WORK TO BE COMPLETED: Exactly as written, reproduce the lines from the beginning of the data through the line containing "0 3.5px,transparent 0"; the pictures are not reproduced.

--- START ---

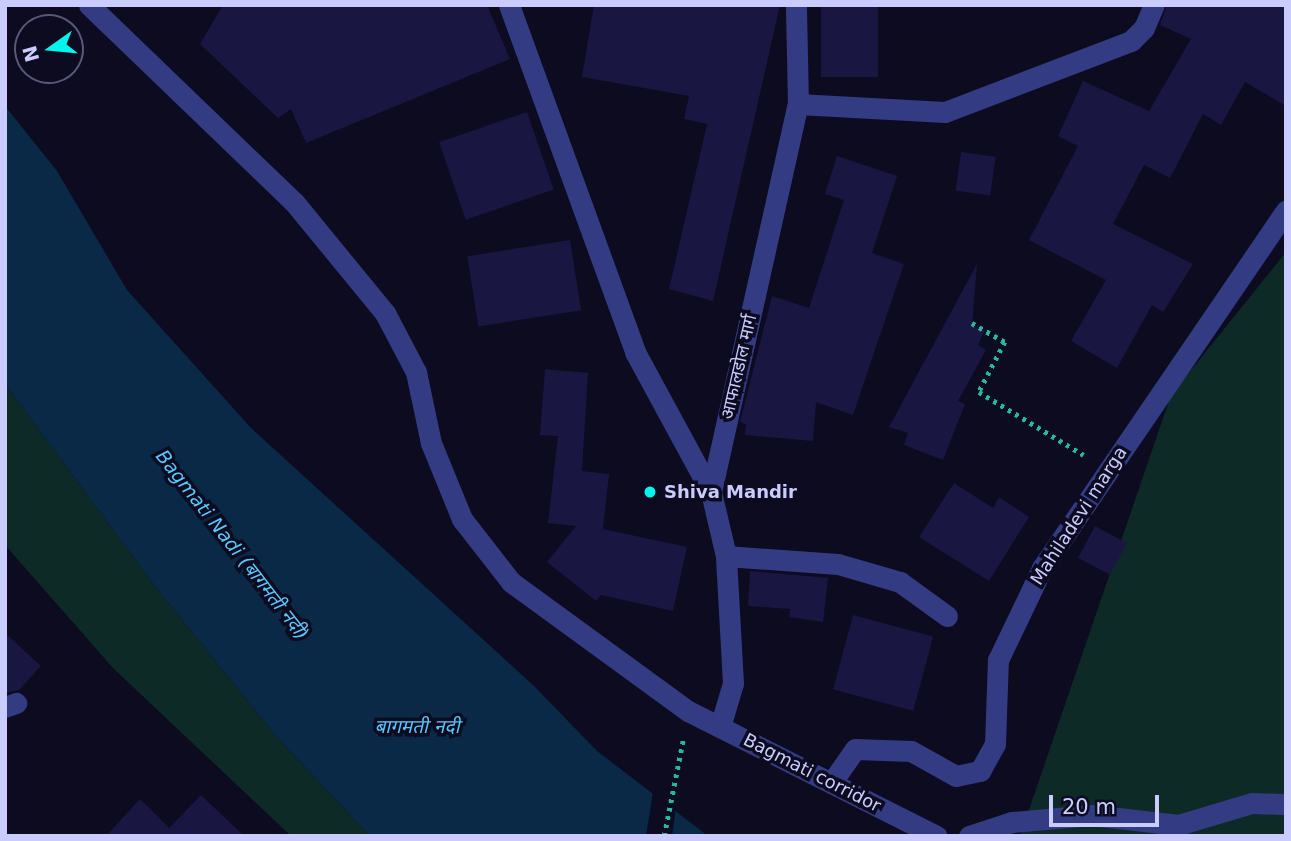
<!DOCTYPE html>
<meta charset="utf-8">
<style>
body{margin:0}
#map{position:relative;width:1291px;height:841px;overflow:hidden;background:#0c0b20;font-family:"DejaVu Sans","Noto Sans Devanagari",sans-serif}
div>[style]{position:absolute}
.green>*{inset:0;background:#0e2a26}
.water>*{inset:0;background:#092946}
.pier>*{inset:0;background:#0c0b20}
.building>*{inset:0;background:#191642;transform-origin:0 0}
.path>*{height:4.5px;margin-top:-2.25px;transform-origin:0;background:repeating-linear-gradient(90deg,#26b89a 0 3.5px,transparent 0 8.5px)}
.minor>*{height:21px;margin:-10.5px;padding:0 10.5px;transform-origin:10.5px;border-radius:10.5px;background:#333b82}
.dots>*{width:19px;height:19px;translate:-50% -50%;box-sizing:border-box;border:4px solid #0c0b20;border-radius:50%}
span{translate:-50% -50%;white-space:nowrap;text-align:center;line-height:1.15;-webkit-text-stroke:7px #0c0b20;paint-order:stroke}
.street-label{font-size:18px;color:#caccff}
.poi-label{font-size:18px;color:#caccff;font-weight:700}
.left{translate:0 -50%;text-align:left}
.water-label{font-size:19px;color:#58c9ff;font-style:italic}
.frame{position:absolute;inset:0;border:7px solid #caccff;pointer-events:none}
.north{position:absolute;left:14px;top:14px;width:70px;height:70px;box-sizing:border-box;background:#0c0b20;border:2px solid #585879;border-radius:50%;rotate:255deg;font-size:19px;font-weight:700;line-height:28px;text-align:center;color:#caccff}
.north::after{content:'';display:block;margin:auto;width:24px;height:32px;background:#00f5ec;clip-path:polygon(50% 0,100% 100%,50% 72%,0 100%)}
.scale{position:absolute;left:1049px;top:795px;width:110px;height:32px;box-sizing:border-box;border:4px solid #caccff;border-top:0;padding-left:9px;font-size:21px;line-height:24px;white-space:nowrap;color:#caccff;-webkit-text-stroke:5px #0c0b20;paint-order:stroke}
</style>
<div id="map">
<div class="green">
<i style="clip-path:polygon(1286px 252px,1286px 836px,1020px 836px,1171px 395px)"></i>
<i style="clip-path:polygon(5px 384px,155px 586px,275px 735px,370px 836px,291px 836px,113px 668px,5px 545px)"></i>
</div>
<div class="water">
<i style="clip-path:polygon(5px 106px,57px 171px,127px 290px,251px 428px,534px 686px,597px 751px,708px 836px,370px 836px,275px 735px,155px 586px,5px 384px)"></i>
</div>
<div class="pier">
<i style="clip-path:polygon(653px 792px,676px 808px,672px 836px,646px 836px)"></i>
</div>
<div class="building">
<i style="clip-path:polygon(223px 5px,487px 5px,510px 59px,306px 143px,291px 109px,278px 118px,200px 44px)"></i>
<i style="clip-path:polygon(594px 5px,780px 5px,713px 301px,669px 289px,707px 124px,684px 119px,689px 96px,582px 77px)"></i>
<i style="left:821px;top:5px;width:57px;height:72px"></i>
<i style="clip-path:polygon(1167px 5px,1286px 5px,1286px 106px,1245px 82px,1221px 125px,1203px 114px,1170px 178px,1144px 165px,1113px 224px,1193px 264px,1163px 312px,1152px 305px,1117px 368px,1071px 341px,1106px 280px,1029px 240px,1078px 146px,1058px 136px,1083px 81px,1149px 111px,1191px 39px,1160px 25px)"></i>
<i style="left:527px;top:112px;width:82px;height:93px;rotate:71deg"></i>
<i style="left:961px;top:152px;width:35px;height:39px;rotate:8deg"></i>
<i style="clip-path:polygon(837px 156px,897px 176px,872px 253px,904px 264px,853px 415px,816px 402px,813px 441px,745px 435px,746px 424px,740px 422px,772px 296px,809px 308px,844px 200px,825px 194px)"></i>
<i style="left:570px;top:240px;width:71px;height:104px;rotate:81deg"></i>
<i style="clip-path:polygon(977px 264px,972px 326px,985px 330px,978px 345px,986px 350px,958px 401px,965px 404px,943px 460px,904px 445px,908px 433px,889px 427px)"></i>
<i style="clip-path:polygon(545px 369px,588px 373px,582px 471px,609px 474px,603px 529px,687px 547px,673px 611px,601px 595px,596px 601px,547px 562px,576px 526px,548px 523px,558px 436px,540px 435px)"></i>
<i style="clip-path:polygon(954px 483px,993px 508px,999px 497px,1029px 517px,989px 581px,919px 537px)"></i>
<i style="left:1095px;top:526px;width:36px;height:36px;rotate:28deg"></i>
<i style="clip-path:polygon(750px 571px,828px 578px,823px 622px,789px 617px,790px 609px,748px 606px)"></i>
<i style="left:853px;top:615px;width:83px;height:77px;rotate:15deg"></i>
<i style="clip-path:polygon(5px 633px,41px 666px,19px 690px,5px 693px)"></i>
<i style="clip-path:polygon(201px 795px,244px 836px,106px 836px,140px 799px,169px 828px)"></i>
</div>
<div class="path">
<i style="left:972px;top:323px;width:38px;rotate:30deg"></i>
<i style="left:1005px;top:342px;width:56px;rotate:117.5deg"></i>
<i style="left:979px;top:392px;width:122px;rotate:31deg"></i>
<i style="left:664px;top:836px;width:98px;rotate:-78.8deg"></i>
</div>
<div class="minor">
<i style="left:89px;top:5px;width:284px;rotate:43.9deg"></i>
<i style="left:294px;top:202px;width:144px;rotate:50.7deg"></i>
<i style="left:385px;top:313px;width:67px;rotate:62.3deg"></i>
<i style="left:416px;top:372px;width:73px;rotate:78.1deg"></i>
<i style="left:431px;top:443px;width:82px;rotate:67.8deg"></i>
<i style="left:462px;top:519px;width:80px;rotate:52.1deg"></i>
<i style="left:511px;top:582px;width:219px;rotate:36.1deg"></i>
<i style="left:688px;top:711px;width:278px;rotate:26.7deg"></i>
<i style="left:509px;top:5px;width:369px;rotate:70deg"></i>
<i style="left:635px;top:352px;width:159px;rotate:61.5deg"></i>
<i style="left:798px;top:104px;width:147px;rotate:3.1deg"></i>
<i style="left:945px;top:112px;width:199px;rotate:-20.9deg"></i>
<i style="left:1131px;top:41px;width:18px;rotate:-45deg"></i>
<i style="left:1144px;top:28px;width:25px;rotate:-67deg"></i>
<i style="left:726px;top:556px;width:112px;rotate:4.1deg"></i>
<i style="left:838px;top:564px;width:65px;rotate:16.2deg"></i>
<i style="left:900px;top:582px;width:58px;rotate:35.9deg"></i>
<i style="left:5px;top:707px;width:12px;rotate:-20deg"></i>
<i style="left:720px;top:727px;width:46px;rotate:-73.5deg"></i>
<i style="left:733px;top:683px;width:127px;rotate:-93.2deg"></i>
<i style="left:726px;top:556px;width:66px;rotate:-103.2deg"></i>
<i style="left:711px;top:492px;width:398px;rotate:-77.4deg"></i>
<i style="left:798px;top:104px;width:99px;rotate:-91.2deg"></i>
<i style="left:832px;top:782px;width:40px;rotate:-55.1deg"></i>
<i style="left:855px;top:749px;width:56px;rotate:2deg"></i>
<i style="left:911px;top:751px;width:51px;rotate:29.1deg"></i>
<i style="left:956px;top:776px;width:25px;rotate:-12deg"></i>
<i style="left:980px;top:771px;width:31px;rotate:-61deg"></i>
<i style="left:995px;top:744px;width:84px;rotate:-88deg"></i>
<i style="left:998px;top:660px;width:102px;rotate:-64.4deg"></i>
<i style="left:1042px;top:568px;width:433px;rotate:-55.7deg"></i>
<i style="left:969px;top:836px;width:45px;rotate:-18deg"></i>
<i style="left:1012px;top:822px;width:80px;rotate:-5deg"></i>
<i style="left:1092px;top:815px;width:87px;rotate:6.6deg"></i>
<i style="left:1178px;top:825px;width:77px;rotate:-16.6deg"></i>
<i style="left:1252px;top:803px;width:34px;rotate:2deg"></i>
</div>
<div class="dots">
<i style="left:650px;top:492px;background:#00f5ec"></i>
</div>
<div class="street-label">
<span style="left:739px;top:367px;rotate:-77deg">आफालडोल मार्ग</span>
<span style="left:1079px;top:516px;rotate:-57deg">Mahiladevi marga</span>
<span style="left:812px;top:773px;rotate:27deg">Bagmati corridor</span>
</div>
<div class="poi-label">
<span class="left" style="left:664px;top:492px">Shiva Mandir</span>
</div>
<div class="water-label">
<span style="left:232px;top:545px;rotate:52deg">Bagmati Nadi (बागमती नदी)</span>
<span style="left:417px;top:727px">बागमती नदी</span>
</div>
<div class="frame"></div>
<div class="north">N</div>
<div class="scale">20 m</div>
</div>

--- END ---

THE ANSWER:
<!DOCTYPE html>
<meta charset="utf-8">
<style>
body{margin:0}
#map{position:relative;width:1291px;height:841px;overflow:hidden;background:#0c0b20;font-family:"DejaVu Sans","Noto Sans Devanagari",sans-serif}
div>[style]{position:absolute}
.green>*{inset:0;background:#0e2a26}
.water>*{inset:0;background:#092946}
.pier>*{inset:0;background:#0c0b20}
.building>*{inset:0;background:#191642;transform-origin:0 0}
.path>*{height:4.5px;margin-top:-2.25px;transform-origin:0;background:repeating-linear-gradient(90deg,#26b89a 0 3.5px,transparent 0 8.5px)}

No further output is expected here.